It is not that Billy, Robin, Whoopi, Bette and the others are idiots who need Vilanch to put words in their mouths. Quite the opposite, as this film shows in some fascinating footage of them at work. Vilanch is a foil, a collaborator, a dueling partner, a lateral thinker able to help them move in the direction they want to go. Only when some clients are insecure or truly at sea does he become a ventriloquist.

I knew him a long time ago, in Chicago, when he worked for the Tribune, the film says, although I recall, perhaps imperfectly, that it was Chicago Today. He was very funny then. He looked about the same: large, always wearing a well-stretched T-shirt, his face a cartoon made of a mass of hair, a Santa beard and glasses. He wrote wonderful celebrity profiles, and that's how he met Bette Midler at Mister Kelly's and went from rag to riches.

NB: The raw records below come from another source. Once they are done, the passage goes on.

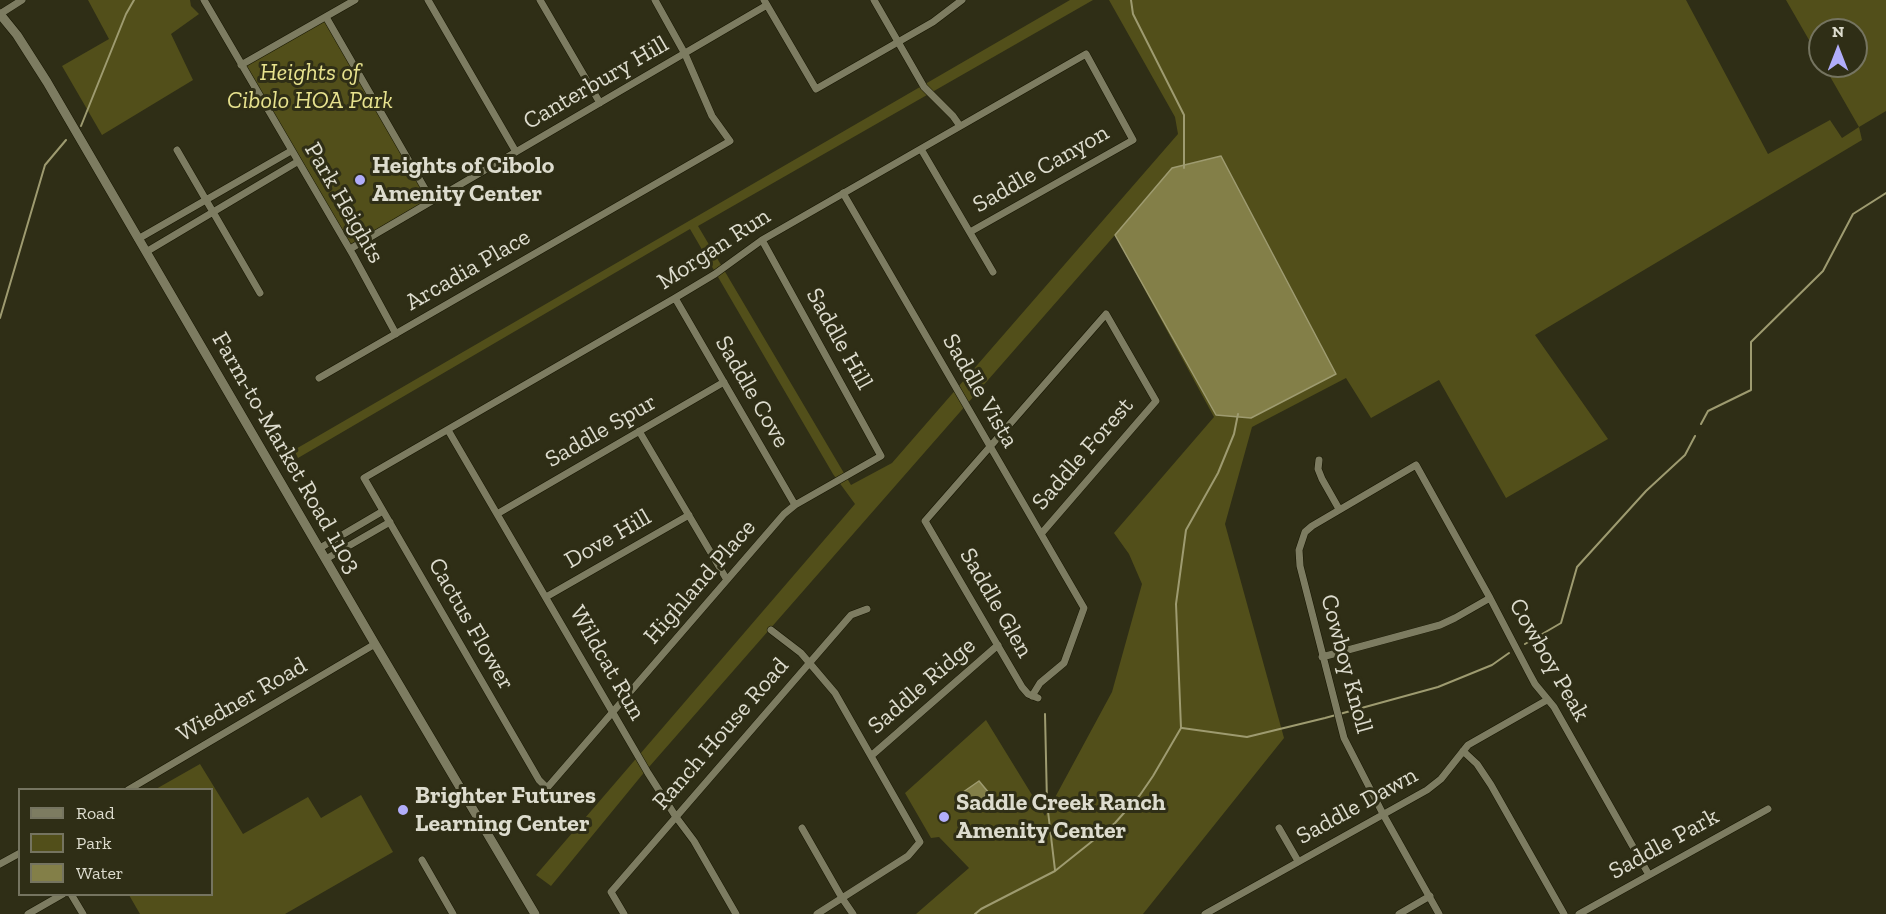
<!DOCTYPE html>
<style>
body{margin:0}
#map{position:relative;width:1886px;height:914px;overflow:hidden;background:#2f2e16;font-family:"Zilla Slab",serif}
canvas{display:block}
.legend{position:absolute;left:18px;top:788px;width:195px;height:108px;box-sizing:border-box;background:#2f2e16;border:2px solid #757460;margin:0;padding:8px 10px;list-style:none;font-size:18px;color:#dddcce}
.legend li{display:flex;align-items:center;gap:12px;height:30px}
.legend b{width:30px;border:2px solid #757460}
.north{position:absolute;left:1808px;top:18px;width:60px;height:60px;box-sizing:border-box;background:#2f2e16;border:2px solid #757460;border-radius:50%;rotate:0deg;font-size:16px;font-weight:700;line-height:24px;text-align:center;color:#dddcce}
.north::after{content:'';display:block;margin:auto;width:21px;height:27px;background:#b1adfa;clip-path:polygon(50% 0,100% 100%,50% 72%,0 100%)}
</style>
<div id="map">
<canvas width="1886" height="914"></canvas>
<ul class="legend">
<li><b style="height:8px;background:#7d7c61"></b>Road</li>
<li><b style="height:16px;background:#524f1a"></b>Park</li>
<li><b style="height:16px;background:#837f48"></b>Water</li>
</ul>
<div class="north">N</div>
</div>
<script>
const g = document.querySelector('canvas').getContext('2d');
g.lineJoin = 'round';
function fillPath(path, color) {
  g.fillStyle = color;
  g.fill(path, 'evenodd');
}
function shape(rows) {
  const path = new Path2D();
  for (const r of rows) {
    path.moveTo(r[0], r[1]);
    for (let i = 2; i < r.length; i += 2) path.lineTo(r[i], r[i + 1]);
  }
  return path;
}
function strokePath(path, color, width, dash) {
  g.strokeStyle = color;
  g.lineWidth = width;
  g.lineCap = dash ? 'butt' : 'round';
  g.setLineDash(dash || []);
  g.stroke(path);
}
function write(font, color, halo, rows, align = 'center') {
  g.font = font + ' "Zilla Slab",serif';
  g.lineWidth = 6;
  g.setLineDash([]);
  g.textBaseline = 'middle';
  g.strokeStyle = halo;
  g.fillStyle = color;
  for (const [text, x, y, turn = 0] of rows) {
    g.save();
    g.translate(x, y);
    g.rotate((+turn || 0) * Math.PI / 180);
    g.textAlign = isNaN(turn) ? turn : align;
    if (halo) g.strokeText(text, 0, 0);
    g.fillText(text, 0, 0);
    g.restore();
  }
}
const green = shape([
 [88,0,190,0,191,6,199,14,171,34,193,80,102,135,62,66,109,39],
 [1070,0,1093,0,698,226,851,485,892,463,1178,134,1175,117,1109,0,1686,0,1768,154,1830,120,1842,138,1859,127,1824,66,1856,66,1856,30,1820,30,1820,59,1786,0,1886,0,1886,111,1859,127,1862,140,1535,335,1608,439,1506,498,1439,380,1371,418,1346,378,1252,427,1225,524,1284,738,1143,914,916,914,969,868,939,837,931,838,905,793,986,720,1045,816,1112,692,1142,584,1129,554,1114,533,1214,417,1115,235,642,775,551,886,536,875,855,504,833,474,690,229,298,458,294,450],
 [326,17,432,201,350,249,241,65],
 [200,764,243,834,308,797,321,818,361,795,393,852,285,914,140,914,129,895,212,894,212,790,156,789]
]);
const water = shape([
 [1221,156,1336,374,1251,418,1216,415,1115,235,1172,168,1221,156],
 [979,781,989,793,967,810,956,797,979,781]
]);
const stream = shape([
 [1131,0,1133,14,1184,115,1184,168],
 [81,126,126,14,134,0],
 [0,318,45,165,66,140],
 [1701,424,1708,411,1751,390,1751,342,1823,271,1853,214,1886,193],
 [1525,644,1561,623,1577,567,1646,491,1685,455,1695,436],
 [1045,714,1047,803,1055,870],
 [1182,728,1247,737,1325,718,1438,687,1492,665,1509,653],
 [975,914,981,909,1055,871,1115,823,1140,795,1153,776,1181,728,1176,604,1186,530,1218,473,1234,434,1238,414]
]);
const minor = shape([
 [204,0,353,255,396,334],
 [428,0,516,152],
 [540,0,600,103],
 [764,0,816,89,933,22,962,0],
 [874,0,924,87,953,116,960,126],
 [0,14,22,0],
 [326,17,432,201],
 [241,65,355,0],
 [921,149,993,272],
 [177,150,260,293],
 [843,193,1084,608,1064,663,1040,683,1032,696],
 [138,239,291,151],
 [762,240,881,456,795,505,784,514,547,788,539,780,364,478,675,298,715,274,762,240,1086,54,1133,140,970,232],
 [350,249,767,5],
 [146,252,297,162],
 [675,298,795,505],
 [319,378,730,141,712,116,685,54,655,0],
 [448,430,648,773,676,817,694,841,736,914],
 [639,431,727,580],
 [1319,460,1318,469,1322,479,1339,509],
 [497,514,724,382],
 [320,548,383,511],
 [326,559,390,522],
 [546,597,689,515],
 [771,630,801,653,835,693,920,842,908,856,817,914],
 [1322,657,1440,625,1455,618,1490,598],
 [1038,698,1028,694,1022,687,925,521,1106,314,1156,401,1041,534],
 [1463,751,1477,764,1491,785,1564,914],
 [871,756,998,645],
 [128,790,375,644],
 [802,828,842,898,853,914],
 [1279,828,1298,861],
 [422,860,453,914],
 [0,864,20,853],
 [71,894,83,914],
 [28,914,63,894],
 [624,914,611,892,851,615,867,609],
 [1205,914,1427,790,1441,779,1468,745,1547,700],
 [1399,914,1430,896],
 [1439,914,1383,814,1344,738,1300,566,1299,550,1305,532,1312,526,1416,465,1490,598,1528,671,1535,684,1554,707,1649,875],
 [1579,914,1768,809]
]);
const secondary = shape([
 [0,14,17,35,47,82,375,644,535,914]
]);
const markers = [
 [360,180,6,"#b1adfa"],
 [403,810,6,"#b1adfa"],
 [944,817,6,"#b1adfa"]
];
const parkNames = [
 ["Heights of",310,73],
 ["Cibolo HOA Park",310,101]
];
const streetNames = [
 ["Canterbury Hill",596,83,-30],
 ["Saddle Canyon",1041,169,-30],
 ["Park Heights",344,203,60],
 ["Morgan Run",714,249,-33],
 ["Arcadia Place",468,270,-30],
 ["Saddle Hill",839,339,61],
 ["Saddle Vista",980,391,60],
 ["Saddle Cove",752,392,60],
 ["Saddle Spur",601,431,-30],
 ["Farm-to-Market Road 1103",286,453,60],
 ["Saddle Forest",1083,454,-49],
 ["Dove Hill",608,539,-30],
 ["Highland Place",700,582,-49],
 ["Saddle Glen",996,603,60],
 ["Cactus Flower",471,624,60],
 ["Cowboy Peak",1549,660,60],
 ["Wildcat Run",607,663,60],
 ["Cowboy Knoll",1346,664,75],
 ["Saddle Ridge",922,686,-41],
 ["Wiedner Road",242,700,-30],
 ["Ranch House Road",721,734,-49],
 ["Saddle Dawn",1357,806,-29],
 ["Saddle Park",1664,844,-29]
];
const poiNames = [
 ["Heights of Cibolo",372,166],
 ["Amenity Center",372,194],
 ["Brighter Futures",415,796],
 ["Learning Center",415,824],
 ["Saddle Creek Ranch",956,803],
 ["Amenity Center",956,831]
];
fillPath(green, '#524f1a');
fillPath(water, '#837f48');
strokePath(water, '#9e9b70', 1.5);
strokePath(stream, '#9e9b70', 2);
strokePath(minor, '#171601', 8);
strokePath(secondary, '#171601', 10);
strokePath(minor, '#7d7c61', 7);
strokePath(secondary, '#7d7c61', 9);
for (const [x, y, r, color] of markers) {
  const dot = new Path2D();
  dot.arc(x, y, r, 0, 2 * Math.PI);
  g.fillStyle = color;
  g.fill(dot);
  strokePath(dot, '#2f2e16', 2);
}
write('italic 24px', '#e7e28e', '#2f2e16', parkNames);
write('24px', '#dddcce', '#2f2e16', streetNames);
write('bold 24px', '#dddcce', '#2f2e16', poiNames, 'left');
</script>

I may not have actually been present when they met, but I was there at Kelly's one night at about the same time. Mort Sahl was on the stage. I was in the booth next to the runway to the dressing rooms. I heard a voice. "Why do I have to open for this guy?" It was Bette Midler. Another voice. "Why do I have to be your piano player?" Her piano player was Barry Manilow.

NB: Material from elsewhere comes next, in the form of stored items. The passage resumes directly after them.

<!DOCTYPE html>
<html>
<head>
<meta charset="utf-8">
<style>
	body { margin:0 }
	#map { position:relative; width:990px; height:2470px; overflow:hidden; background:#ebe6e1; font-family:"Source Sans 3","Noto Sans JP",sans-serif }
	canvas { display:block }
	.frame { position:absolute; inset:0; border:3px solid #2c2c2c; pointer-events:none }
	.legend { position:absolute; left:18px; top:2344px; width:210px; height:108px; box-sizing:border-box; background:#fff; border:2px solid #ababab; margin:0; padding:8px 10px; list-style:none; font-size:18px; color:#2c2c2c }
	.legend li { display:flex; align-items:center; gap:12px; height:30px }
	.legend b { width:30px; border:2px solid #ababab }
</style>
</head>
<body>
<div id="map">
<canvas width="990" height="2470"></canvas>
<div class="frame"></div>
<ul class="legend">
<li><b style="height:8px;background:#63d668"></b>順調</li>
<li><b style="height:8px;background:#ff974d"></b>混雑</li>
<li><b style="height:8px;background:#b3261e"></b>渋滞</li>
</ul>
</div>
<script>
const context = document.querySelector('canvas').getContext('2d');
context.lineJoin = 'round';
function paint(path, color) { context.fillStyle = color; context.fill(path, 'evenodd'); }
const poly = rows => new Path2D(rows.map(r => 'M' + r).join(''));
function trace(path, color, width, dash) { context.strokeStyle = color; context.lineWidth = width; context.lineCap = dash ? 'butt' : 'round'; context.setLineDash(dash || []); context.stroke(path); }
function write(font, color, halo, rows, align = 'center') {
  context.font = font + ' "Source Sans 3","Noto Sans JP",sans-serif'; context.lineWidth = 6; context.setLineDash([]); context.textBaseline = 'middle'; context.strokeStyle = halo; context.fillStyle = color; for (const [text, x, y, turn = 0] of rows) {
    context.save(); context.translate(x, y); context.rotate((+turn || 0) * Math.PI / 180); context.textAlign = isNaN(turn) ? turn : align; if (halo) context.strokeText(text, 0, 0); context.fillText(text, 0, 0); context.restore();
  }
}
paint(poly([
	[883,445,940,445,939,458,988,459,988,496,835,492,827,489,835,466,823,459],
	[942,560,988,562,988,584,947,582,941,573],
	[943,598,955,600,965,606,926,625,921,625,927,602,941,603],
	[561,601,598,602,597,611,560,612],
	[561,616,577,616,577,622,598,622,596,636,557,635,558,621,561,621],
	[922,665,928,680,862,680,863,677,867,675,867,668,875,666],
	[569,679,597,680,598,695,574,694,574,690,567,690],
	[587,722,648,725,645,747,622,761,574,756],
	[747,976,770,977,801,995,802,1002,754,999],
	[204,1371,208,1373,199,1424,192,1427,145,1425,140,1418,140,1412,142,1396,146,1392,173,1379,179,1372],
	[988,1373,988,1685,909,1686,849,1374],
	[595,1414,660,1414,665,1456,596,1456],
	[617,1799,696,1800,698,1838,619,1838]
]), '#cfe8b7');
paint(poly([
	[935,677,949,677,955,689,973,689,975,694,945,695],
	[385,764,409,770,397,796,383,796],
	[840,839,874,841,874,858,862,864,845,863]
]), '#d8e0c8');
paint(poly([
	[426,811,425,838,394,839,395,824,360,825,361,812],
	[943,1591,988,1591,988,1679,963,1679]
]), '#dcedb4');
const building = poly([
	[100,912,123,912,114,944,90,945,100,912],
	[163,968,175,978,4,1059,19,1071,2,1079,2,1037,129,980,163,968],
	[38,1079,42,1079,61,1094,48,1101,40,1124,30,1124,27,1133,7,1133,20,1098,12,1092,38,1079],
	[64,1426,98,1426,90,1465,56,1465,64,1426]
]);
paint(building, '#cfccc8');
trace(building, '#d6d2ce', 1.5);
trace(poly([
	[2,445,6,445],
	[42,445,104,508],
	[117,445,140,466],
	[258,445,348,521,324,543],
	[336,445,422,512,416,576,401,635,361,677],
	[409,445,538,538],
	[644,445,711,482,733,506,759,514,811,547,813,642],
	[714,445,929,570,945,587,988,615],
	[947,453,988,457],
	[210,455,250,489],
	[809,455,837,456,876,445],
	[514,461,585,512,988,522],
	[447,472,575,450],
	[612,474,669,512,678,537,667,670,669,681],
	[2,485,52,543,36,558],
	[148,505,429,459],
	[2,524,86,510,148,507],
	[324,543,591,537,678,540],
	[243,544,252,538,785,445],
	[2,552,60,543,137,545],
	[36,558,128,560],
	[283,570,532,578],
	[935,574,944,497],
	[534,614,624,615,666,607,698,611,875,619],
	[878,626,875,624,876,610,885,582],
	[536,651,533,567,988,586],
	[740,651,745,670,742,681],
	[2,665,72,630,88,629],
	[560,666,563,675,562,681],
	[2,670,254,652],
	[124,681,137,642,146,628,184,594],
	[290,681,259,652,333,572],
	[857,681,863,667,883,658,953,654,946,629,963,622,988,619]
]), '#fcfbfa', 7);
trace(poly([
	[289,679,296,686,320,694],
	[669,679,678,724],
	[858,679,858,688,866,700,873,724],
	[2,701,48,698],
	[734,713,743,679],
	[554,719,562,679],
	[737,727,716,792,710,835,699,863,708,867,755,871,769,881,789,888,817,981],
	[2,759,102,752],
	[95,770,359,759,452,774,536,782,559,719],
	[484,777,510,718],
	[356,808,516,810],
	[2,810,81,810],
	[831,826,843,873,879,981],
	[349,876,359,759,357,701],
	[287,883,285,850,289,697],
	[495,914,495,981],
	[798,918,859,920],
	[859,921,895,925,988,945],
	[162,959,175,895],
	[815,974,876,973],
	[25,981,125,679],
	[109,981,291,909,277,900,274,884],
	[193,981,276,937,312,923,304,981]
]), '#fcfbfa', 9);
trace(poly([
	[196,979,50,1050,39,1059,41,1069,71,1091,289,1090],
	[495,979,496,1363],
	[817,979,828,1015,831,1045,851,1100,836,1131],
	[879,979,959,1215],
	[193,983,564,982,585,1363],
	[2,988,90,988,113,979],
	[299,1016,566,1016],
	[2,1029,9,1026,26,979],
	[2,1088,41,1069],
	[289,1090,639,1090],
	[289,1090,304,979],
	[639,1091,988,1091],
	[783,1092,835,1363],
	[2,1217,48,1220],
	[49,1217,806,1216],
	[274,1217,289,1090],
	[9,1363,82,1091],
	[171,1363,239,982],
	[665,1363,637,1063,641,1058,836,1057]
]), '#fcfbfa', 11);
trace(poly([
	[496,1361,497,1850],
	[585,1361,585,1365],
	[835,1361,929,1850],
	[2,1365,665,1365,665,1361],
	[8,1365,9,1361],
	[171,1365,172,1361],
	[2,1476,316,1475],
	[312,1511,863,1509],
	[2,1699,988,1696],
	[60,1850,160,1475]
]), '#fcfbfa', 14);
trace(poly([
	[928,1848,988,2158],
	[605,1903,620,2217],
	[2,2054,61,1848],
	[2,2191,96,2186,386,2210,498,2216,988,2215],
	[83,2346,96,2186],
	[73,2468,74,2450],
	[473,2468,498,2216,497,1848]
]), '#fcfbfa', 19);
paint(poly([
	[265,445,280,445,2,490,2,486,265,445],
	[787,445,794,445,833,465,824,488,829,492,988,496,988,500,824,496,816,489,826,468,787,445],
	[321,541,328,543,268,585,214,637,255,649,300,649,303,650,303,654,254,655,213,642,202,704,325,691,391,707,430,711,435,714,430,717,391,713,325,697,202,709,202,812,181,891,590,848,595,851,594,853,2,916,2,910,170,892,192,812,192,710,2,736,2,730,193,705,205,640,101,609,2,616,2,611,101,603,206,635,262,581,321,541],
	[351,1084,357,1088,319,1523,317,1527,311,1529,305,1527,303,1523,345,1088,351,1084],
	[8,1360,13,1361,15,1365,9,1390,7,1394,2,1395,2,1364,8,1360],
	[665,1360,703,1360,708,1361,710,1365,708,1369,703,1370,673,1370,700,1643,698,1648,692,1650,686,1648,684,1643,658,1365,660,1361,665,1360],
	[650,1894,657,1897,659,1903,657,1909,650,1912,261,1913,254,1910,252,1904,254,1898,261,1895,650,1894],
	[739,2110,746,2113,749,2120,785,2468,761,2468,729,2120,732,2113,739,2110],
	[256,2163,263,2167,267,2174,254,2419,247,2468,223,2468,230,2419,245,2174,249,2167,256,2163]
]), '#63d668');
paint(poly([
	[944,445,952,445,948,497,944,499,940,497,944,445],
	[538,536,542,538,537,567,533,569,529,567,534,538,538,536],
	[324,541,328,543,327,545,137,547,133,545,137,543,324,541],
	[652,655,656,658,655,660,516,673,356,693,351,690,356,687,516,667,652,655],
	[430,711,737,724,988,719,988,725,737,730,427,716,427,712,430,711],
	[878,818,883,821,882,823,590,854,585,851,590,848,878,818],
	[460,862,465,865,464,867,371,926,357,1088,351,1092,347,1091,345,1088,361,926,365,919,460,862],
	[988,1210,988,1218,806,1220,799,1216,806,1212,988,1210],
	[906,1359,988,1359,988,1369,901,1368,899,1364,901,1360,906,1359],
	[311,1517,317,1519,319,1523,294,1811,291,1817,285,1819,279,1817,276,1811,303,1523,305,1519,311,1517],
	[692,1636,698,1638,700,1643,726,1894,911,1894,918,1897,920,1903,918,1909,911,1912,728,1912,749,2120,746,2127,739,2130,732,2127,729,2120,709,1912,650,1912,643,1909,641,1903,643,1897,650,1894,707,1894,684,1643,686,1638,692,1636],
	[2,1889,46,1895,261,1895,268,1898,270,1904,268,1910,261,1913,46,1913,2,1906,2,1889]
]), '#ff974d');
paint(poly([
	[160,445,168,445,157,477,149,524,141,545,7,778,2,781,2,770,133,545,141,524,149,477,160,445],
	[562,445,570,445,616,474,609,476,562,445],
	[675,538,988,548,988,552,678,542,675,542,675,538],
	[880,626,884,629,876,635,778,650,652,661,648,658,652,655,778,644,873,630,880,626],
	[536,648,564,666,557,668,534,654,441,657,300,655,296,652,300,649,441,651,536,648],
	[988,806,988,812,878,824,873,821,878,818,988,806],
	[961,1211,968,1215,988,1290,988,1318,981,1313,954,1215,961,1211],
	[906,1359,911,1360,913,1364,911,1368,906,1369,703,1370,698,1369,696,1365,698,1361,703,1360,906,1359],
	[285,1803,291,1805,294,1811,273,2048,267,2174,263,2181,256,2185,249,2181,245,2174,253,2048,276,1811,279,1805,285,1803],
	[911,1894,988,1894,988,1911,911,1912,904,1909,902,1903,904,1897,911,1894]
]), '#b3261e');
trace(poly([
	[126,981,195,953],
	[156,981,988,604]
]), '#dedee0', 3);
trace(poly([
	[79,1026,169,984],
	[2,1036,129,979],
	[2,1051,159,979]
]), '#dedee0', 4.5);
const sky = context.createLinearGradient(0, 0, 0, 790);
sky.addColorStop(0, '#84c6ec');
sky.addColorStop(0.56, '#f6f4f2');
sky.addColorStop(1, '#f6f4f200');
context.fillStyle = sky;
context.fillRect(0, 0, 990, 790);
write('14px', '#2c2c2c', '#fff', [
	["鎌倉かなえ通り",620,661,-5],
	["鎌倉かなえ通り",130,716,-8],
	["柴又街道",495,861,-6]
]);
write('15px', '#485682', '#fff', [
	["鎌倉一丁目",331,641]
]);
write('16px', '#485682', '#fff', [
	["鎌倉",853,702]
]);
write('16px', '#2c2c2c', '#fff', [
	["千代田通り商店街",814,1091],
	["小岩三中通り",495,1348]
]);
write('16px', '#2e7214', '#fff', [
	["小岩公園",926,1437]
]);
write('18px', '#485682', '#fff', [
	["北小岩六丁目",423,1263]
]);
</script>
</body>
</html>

The world was young then and Bruce flirted briefly with the possibility that he could build a performing career of his own. He actually opened at Kelly's as a stand-up comic. This was in the days before comedy clubs, and it took nerve to stand up in front of a room of friends and critics (the friends were more frightening) and try to be funny. I do not recall that he was a hit. I can see from "Get Bruce," however, that he's good in front of an audience these days, no doubt because he has a lot more confidence and because his persona is familiar to his audiences.

"There isn't a show in town that can be held without him," says one of the subjects of "Get Bruce." He recalls, usually with the perpetrators, how specific material was generated. Not just the triumphs (Palance's pushups) but the disasters like Ted Danson's appearance in blackface at the Friars' Club roast for Whoopi Goldberg. Vilanch wrote a lot of Danson's material, which went over so badly, it occupied the entire front page of the New York Daily News the next day, but Goldberg defends him: "It was my idea. All my idea." I remember when he left for the coast. There was a farewell party at mutual friend Larry Dieckhaus' and we all sat on the floor around a coffee table, eating pizza and weeping with laughter.